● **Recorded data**
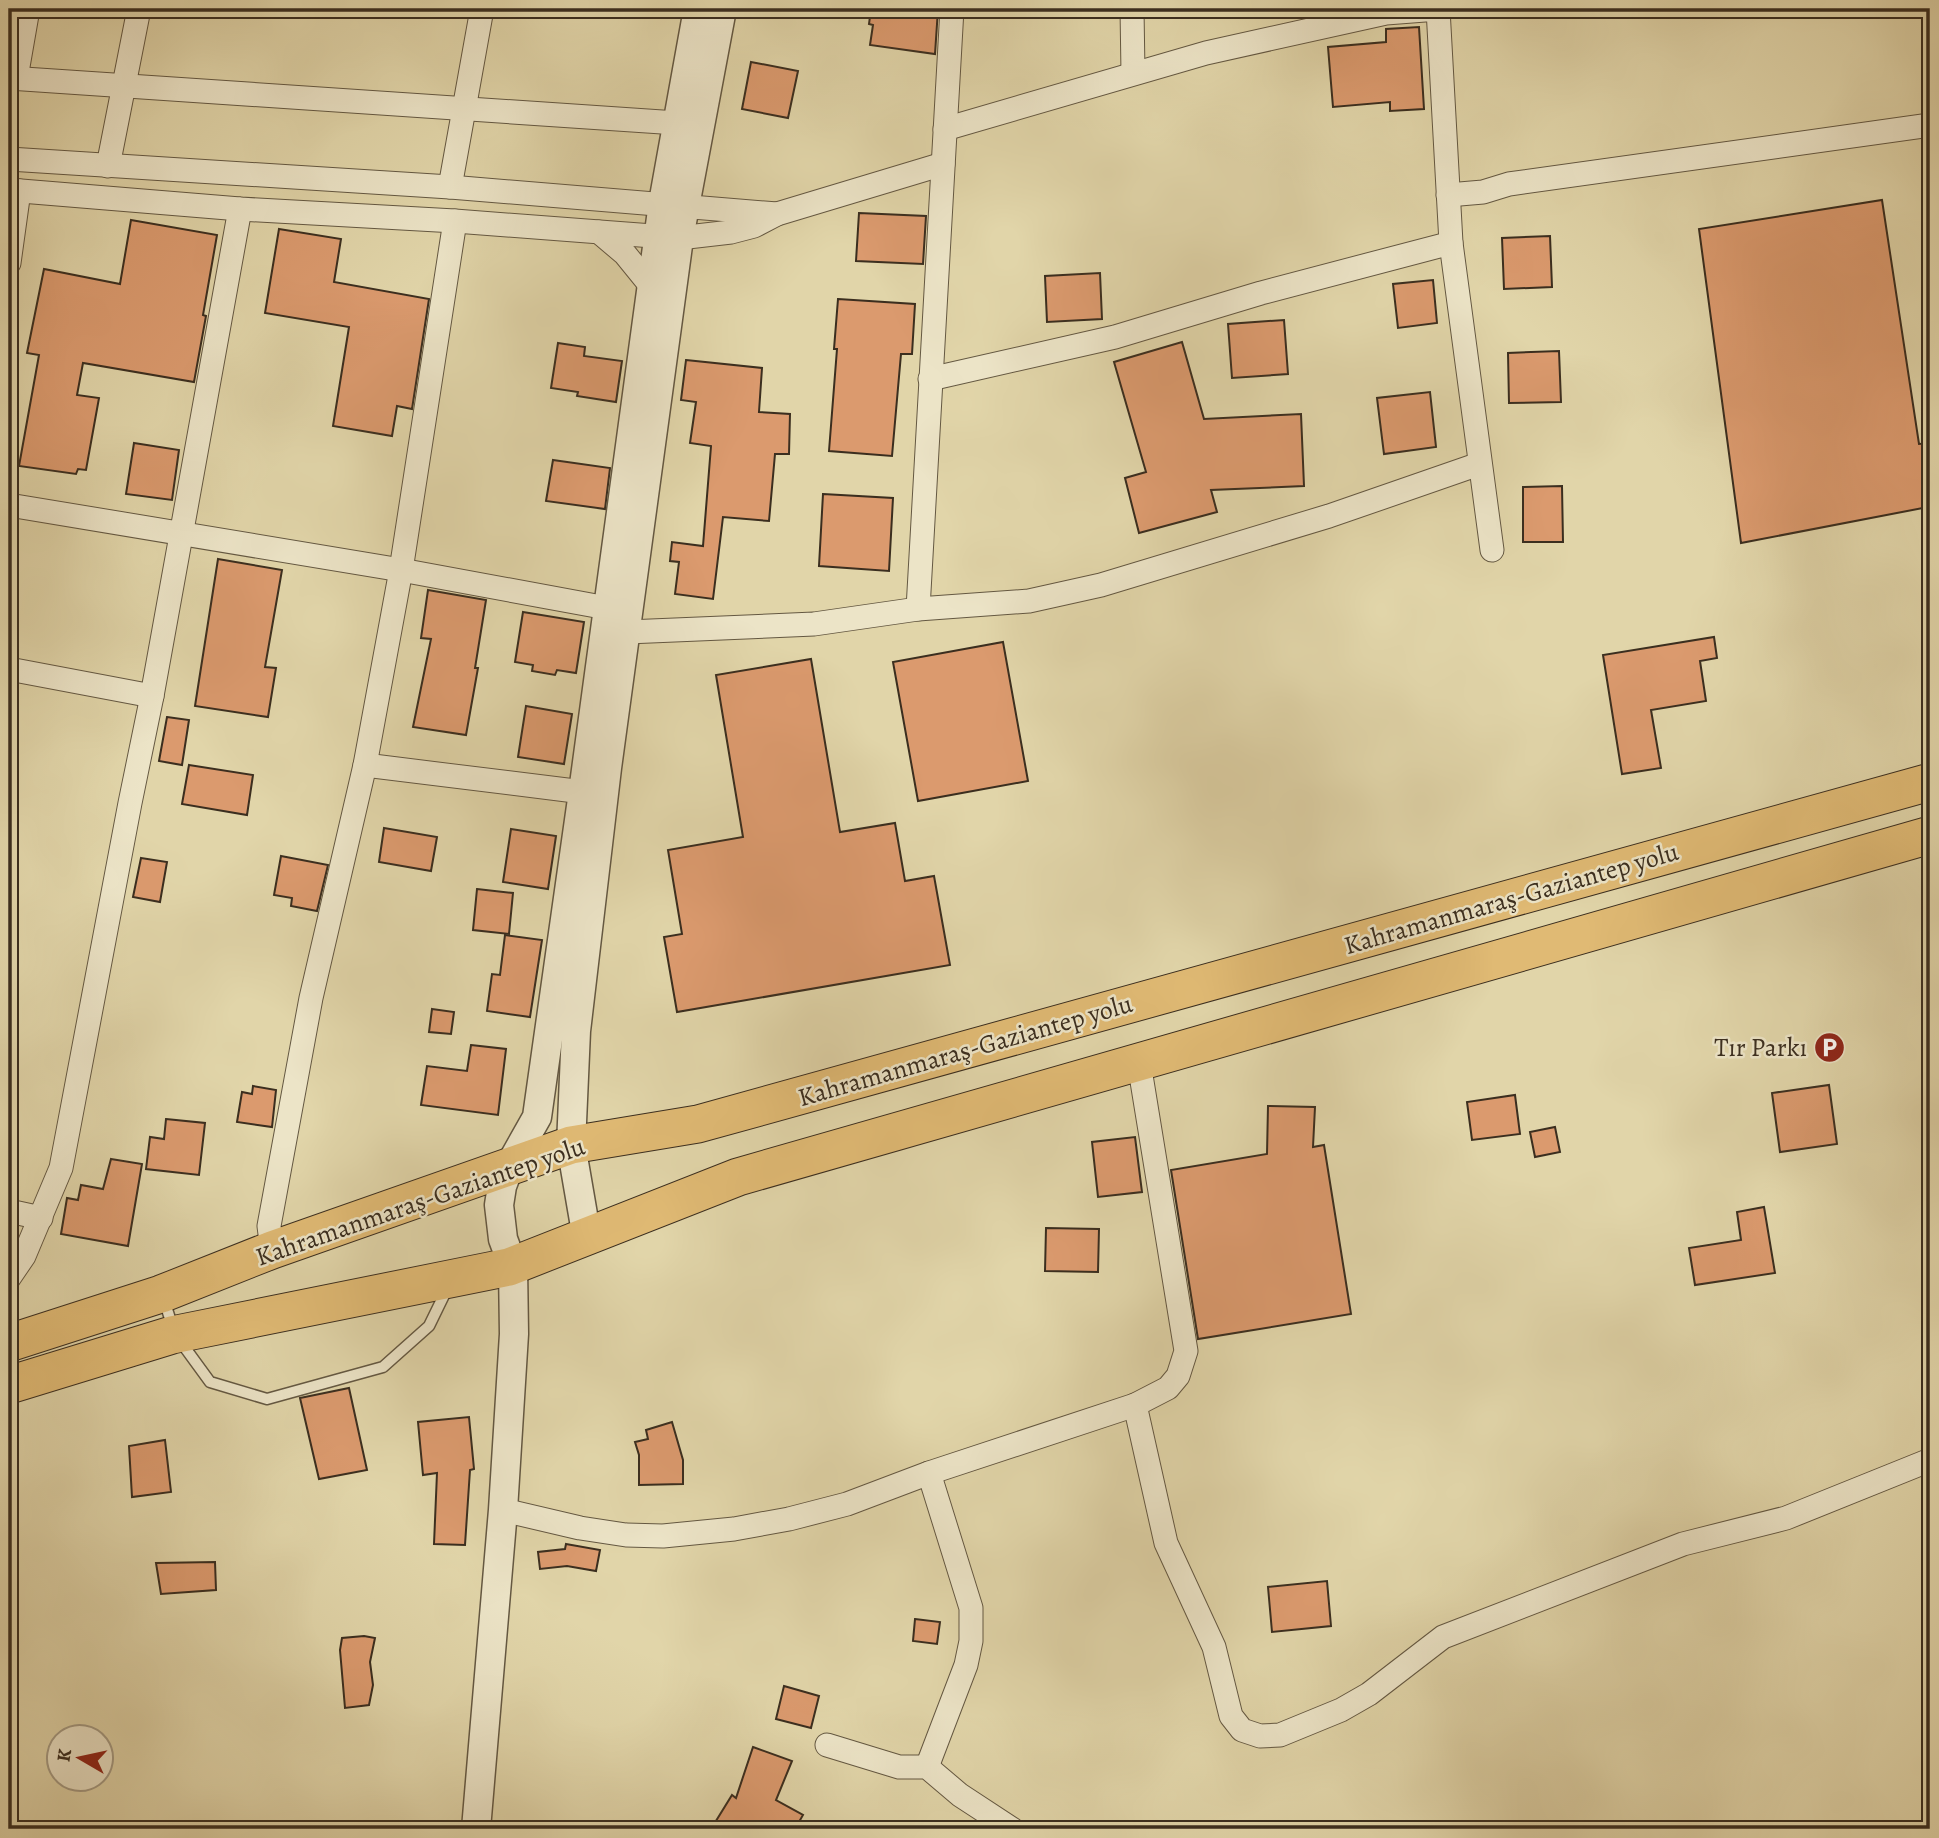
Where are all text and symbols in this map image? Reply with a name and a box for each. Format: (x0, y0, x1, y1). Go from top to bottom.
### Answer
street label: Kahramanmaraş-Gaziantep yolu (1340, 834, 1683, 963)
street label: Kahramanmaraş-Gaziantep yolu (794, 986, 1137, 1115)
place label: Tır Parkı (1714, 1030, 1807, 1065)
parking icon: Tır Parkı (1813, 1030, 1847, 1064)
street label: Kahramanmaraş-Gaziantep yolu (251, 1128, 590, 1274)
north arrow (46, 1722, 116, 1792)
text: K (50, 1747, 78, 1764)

● **About this task**
Set down all of the entries exactly as they appear, but keep the images out.

● **Result of this exercise**
Where are all text and symbols in this map image? Reply with a name and a box for each. Format: (x0, y0, x1, y1). Go from top to bottom.
### Answer
street label: Kahramanmaraş-Gaziantep yolu (1340, 834, 1683, 963)
street label: Kahramanmaraş-Gaziantep yolu (794, 986, 1137, 1115)
place label: Tır Parkı (1714, 1030, 1807, 1065)
parking icon: Tır Parkı (1813, 1030, 1847, 1064)
street label: Kahramanmaraş-Gaziantep yolu (251, 1128, 590, 1274)
north arrow (46, 1722, 116, 1792)
text: K (50, 1747, 78, 1764)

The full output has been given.